═════ INFORMATION GIVEN ═════

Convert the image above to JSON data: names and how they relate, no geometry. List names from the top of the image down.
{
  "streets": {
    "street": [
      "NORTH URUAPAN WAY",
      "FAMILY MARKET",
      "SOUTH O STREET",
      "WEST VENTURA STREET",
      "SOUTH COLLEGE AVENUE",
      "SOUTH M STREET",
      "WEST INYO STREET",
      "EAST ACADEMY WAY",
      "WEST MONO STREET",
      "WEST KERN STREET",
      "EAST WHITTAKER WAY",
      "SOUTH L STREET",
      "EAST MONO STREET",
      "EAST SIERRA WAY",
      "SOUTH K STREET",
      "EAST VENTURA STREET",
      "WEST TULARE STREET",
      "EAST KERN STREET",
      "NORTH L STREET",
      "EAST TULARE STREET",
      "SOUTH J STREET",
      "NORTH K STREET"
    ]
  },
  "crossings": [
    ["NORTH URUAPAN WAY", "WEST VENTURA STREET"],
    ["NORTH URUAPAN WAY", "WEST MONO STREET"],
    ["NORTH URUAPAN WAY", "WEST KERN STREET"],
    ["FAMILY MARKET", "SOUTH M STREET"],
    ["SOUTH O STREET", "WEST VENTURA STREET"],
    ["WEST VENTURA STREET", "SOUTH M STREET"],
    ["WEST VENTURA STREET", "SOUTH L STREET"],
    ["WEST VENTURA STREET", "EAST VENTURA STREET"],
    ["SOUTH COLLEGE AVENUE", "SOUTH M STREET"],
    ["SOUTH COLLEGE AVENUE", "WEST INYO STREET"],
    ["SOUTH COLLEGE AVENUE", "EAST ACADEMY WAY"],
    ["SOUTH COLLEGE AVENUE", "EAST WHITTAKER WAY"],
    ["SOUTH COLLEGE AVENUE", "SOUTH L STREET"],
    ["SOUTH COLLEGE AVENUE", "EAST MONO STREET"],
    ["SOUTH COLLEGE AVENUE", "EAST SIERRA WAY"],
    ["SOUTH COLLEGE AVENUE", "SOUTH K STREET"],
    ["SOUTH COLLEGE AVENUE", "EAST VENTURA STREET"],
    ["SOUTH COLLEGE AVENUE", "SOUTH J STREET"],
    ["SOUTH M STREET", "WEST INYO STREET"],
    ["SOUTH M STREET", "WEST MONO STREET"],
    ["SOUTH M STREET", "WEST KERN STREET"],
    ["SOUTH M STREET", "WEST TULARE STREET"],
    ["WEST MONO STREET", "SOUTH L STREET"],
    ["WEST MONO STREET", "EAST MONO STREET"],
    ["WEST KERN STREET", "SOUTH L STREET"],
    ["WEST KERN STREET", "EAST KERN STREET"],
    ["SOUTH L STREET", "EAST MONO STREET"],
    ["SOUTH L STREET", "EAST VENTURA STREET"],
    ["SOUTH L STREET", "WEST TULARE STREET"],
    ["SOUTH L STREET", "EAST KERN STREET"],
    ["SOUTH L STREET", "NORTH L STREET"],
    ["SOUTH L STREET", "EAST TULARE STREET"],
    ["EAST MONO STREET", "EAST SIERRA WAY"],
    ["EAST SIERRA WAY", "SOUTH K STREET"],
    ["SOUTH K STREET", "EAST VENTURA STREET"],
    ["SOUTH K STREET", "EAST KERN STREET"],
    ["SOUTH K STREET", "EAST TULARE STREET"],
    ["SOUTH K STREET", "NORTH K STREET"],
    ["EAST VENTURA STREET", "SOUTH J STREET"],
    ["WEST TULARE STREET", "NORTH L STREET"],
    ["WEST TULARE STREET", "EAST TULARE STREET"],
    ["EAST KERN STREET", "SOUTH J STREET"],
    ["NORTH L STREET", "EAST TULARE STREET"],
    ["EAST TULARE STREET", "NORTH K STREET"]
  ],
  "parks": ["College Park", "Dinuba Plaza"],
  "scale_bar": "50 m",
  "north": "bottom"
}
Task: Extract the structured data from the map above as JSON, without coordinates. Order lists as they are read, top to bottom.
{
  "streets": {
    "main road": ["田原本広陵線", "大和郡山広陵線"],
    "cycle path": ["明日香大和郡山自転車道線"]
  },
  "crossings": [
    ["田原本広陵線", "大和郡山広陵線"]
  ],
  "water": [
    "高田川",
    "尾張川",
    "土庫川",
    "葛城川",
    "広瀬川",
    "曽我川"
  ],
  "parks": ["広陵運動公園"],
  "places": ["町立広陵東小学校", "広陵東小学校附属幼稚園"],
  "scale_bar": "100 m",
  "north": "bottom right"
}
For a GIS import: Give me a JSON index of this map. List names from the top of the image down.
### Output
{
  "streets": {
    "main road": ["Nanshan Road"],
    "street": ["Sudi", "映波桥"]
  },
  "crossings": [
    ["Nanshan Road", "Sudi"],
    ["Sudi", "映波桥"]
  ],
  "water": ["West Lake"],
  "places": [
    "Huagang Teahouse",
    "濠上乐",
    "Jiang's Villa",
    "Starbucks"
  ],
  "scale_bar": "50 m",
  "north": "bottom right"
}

═════

TASK INSTRUCTIONS: A single figure is required: the number of lines above in which the word "down" occurs.

ANSWER AREA: 2